● **PROBLEM REQUIREMENTS**: I need every line of the material below that includes the string "Starbucks".

● **INPUT RECORDS**:
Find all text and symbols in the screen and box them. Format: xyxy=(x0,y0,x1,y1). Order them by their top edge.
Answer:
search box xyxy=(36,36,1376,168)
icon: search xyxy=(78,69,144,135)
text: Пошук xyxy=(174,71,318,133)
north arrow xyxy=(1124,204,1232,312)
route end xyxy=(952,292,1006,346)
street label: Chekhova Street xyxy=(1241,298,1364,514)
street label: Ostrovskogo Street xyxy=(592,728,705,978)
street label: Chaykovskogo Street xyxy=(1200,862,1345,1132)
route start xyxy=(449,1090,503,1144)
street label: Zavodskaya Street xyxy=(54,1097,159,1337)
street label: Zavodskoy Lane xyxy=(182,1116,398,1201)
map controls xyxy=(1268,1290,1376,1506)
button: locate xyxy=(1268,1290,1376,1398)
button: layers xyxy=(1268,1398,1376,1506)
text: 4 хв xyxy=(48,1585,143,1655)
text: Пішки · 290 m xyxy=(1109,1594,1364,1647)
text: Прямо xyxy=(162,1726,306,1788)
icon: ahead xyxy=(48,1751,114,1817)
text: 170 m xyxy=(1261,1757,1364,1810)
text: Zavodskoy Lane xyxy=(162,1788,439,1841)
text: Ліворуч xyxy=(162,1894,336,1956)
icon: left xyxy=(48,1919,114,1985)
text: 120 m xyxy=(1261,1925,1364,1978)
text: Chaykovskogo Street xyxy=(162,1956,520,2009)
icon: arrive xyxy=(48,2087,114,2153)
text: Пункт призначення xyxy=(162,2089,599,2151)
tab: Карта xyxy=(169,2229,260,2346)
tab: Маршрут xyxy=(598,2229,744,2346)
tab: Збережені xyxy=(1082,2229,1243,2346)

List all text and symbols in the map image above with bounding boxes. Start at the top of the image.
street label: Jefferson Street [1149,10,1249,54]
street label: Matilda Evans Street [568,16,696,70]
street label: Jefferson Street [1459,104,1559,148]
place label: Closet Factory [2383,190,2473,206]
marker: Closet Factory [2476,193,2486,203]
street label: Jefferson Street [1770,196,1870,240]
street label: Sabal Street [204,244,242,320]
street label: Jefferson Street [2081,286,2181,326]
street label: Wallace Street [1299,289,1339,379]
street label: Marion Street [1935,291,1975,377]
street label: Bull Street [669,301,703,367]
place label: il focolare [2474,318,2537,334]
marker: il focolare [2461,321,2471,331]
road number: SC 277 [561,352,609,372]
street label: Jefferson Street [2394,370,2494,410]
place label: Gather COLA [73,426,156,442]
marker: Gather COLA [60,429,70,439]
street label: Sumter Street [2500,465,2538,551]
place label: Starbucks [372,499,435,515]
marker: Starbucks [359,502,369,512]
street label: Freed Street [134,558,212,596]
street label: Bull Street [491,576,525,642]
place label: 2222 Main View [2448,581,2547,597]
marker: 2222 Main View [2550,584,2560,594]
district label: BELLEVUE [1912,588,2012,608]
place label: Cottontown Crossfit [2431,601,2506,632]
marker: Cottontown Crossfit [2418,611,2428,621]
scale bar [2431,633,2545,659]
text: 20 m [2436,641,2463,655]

● **ANSWER BOX**:
place label: Starbucks [372,499,435,515]
marker: Starbucks [359,502,369,512]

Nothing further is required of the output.